* **EXERCISE BRIEF**
For this exercise, transcribe all the entries exactly as given and omit the images.

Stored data
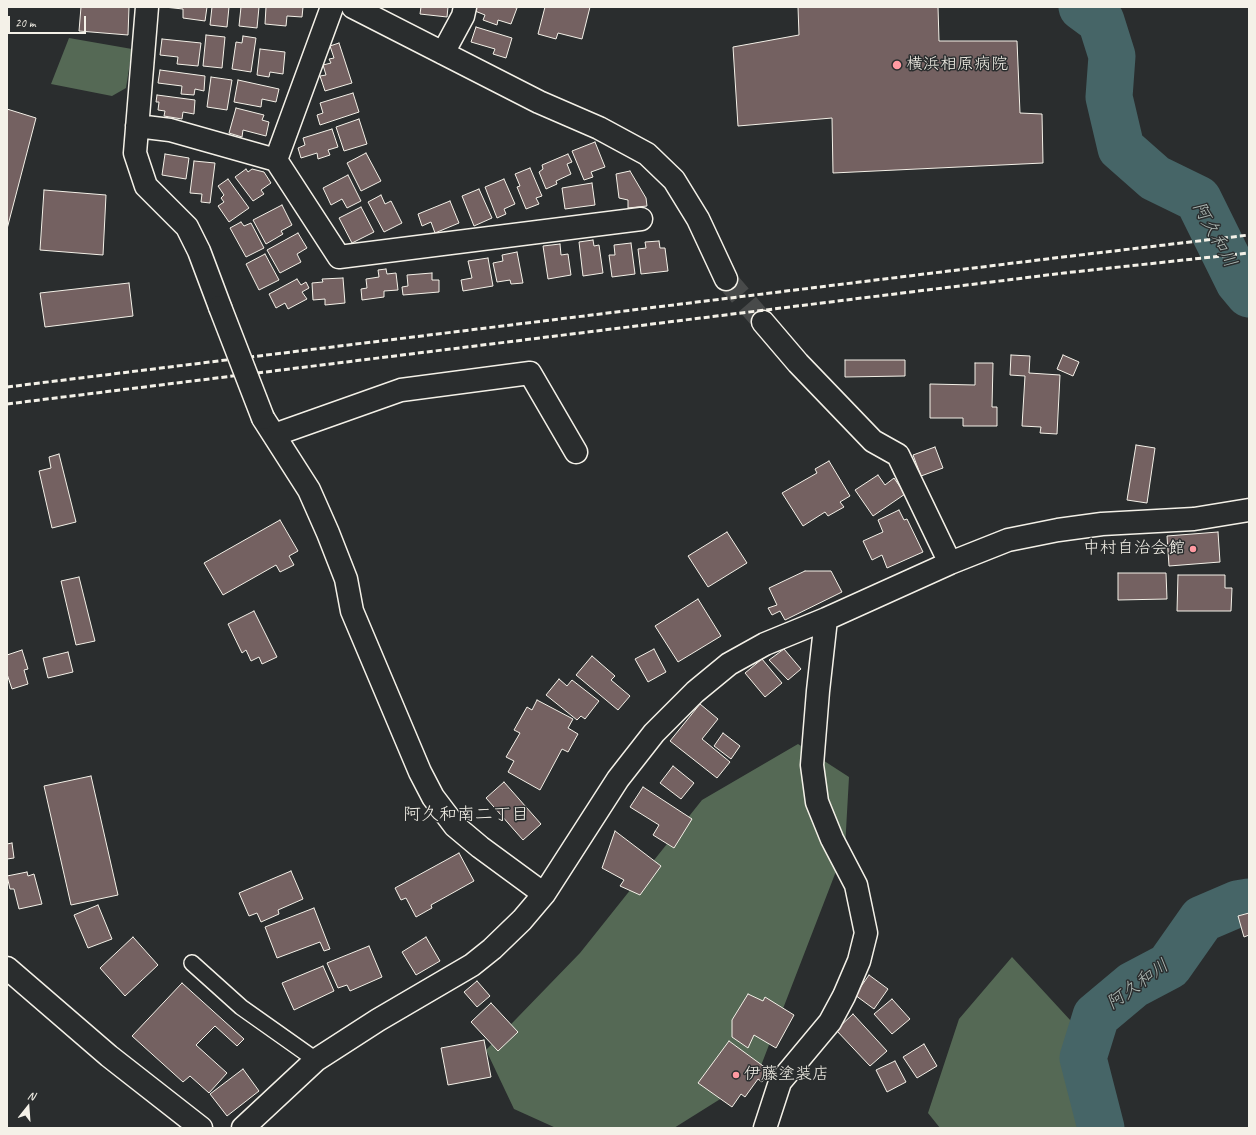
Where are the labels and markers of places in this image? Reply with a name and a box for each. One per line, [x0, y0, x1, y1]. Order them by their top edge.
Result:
place label: 横浜相原病院 [906, 55, 1008, 75]
marker: 横浜相原病院 [891, 59, 903, 71]
place label: 中村自治会館 [1083, 539, 1185, 559]
marker: 中村自治会館 [1188, 544, 1198, 554]
place label: 伊藤塗装店 [744, 1065, 829, 1085]
marker: 伊藤塗装店 [731, 1070, 741, 1080]

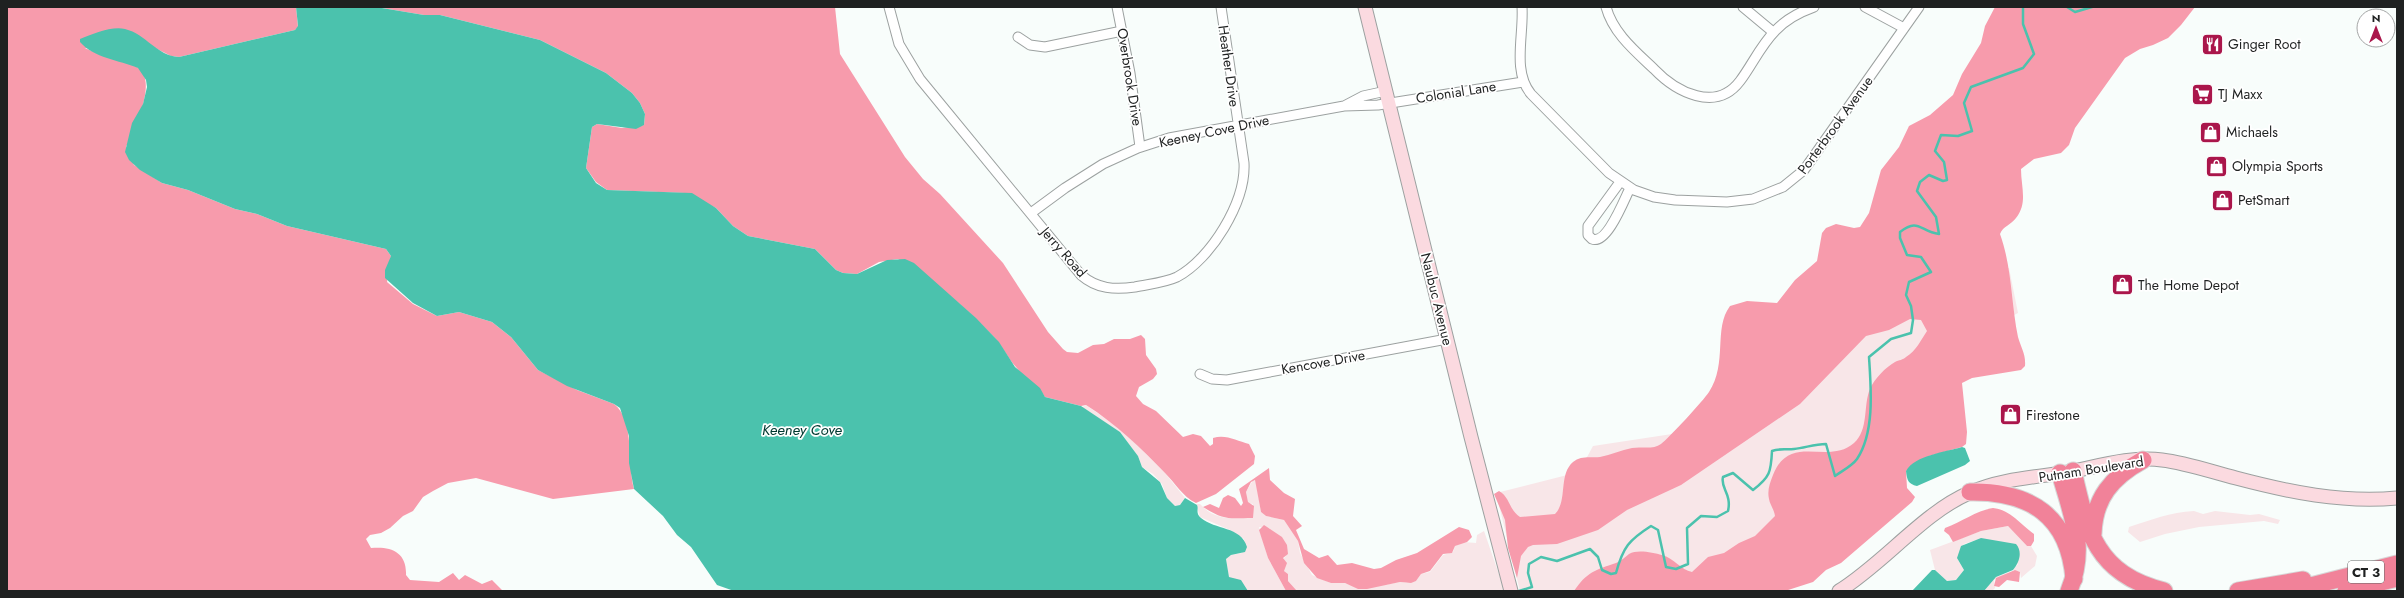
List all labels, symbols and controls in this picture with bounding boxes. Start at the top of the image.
north arrow [2356,8,2396,48]
text: N [2372,10,2380,26]
street label: Heather Drive [1213,24,1245,108]
street label: Overbrook Drive [1112,27,1148,127]
restaurant icon: Ginger Root [2200,31,2226,57]
place label: Ginger Root [2228,34,2301,54]
street label: Porterbrook Avenue [1793,72,1877,178]
street label: Colonial Lane [1415,76,1497,108]
supermarket icon: TJ Maxx [2190,81,2216,107]
place label: TJ Maxx [2218,84,2262,104]
street label: Keeney Cove Drive [1157,110,1271,152]
shop icon: Michaels [2197,119,2223,145]
place label: Michaels [2226,122,2278,142]
shop icon: Olympia Sports [2204,153,2230,179]
place label: Olympia Sports [2232,156,2323,176]
shop icon: PetSmart [2210,187,2236,213]
place label: PetSmart [2238,190,2290,210]
street label: Jerry Road [1035,221,1092,282]
street label: Naubuc Avenue [1416,251,1458,347]
shop icon: The Home Depot [2109,272,2135,298]
place label: The Home Depot [2138,275,2240,295]
street label: Kencove Drive [1280,345,1366,379]
shop icon: Firestone [1997,402,2023,428]
place label: Firestone [2026,405,2080,425]
water label: Keeney Cove [762,419,842,441]
street label: Putnam Boulevard [2037,451,2145,487]
road number: CT 3 [2348,561,2384,583]

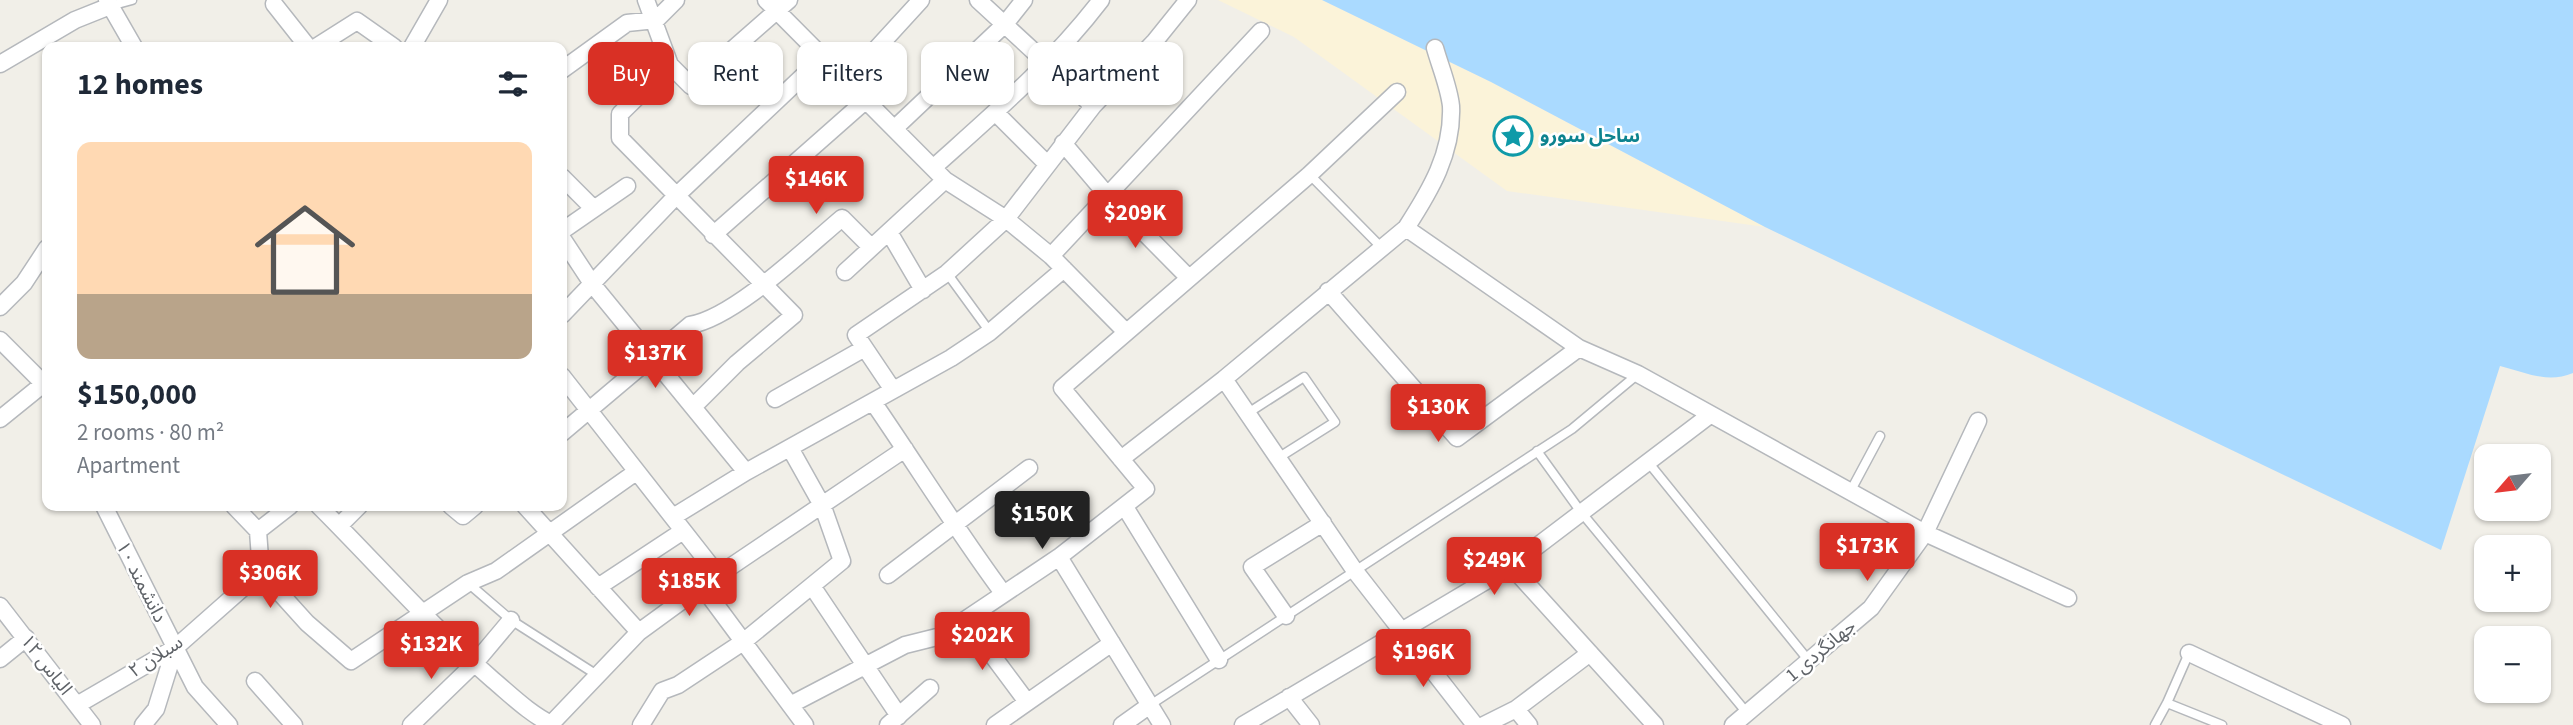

* **SOLUTION TO THIS TASK**
Where are the labels and markers of places in this image? Reply with a name and a box for each. One per line, [x0, y0, x1, y1]. Order them by their top edge.
Result:
place label: 横浜相原病院 [906, 55, 1008, 75]
marker: 横浜相原病院 [891, 59, 903, 71]
place label: 中村自治会館 [1083, 539, 1185, 559]
marker: 中村自治会館 [1188, 544, 1198, 554]
place label: 伊藤塗装店 [744, 1065, 829, 1085]
marker: 伊藤塗装店 [731, 1070, 741, 1080]

List all labels, symbols and controls in this picture with bounding boxes. Start at the top of the image.
north arrow [2356,8,2396,48]
text: N [2372,10,2380,26]
street label: Heather Drive [1213,24,1245,108]
street label: Overbrook Drive [1112,27,1148,127]
restaurant icon: Ginger Root [2200,31,2226,57]
place label: Ginger Root [2228,34,2301,54]
street label: Porterbrook Avenue [1793,72,1877,178]
street label: Colonial Lane [1415,76,1497,108]
supermarket icon: TJ Maxx [2190,81,2216,107]
place label: TJ Maxx [2218,84,2262,104]
street label: Keeney Cove Drive [1157,110,1271,152]
shop icon: Michaels [2197,119,2223,145]
place label: Michaels [2226,122,2278,142]
shop icon: Olympia Sports [2204,153,2230,179]
place label: Olympia Sports [2232,156,2323,176]
shop icon: PetSmart [2210,187,2236,213]
place label: PetSmart [2238,190,2290,210]
street label: Jerry Road [1035,221,1092,282]
street label: Naubuc Avenue [1416,251,1458,347]
shop icon: The Home Depot [2109,272,2135,298]
place label: The Home Depot [2138,275,2240,295]
street label: Kencove Drive [1280,345,1366,379]
shop icon: Firestone [1997,402,2023,428]
place label: Firestone [2026,405,2080,425]
water label: Keeney Cove [762,419,842,441]
street label: Putnam Boulevard [2037,451,2145,487]
road number: CT 3 [2348,561,2384,583]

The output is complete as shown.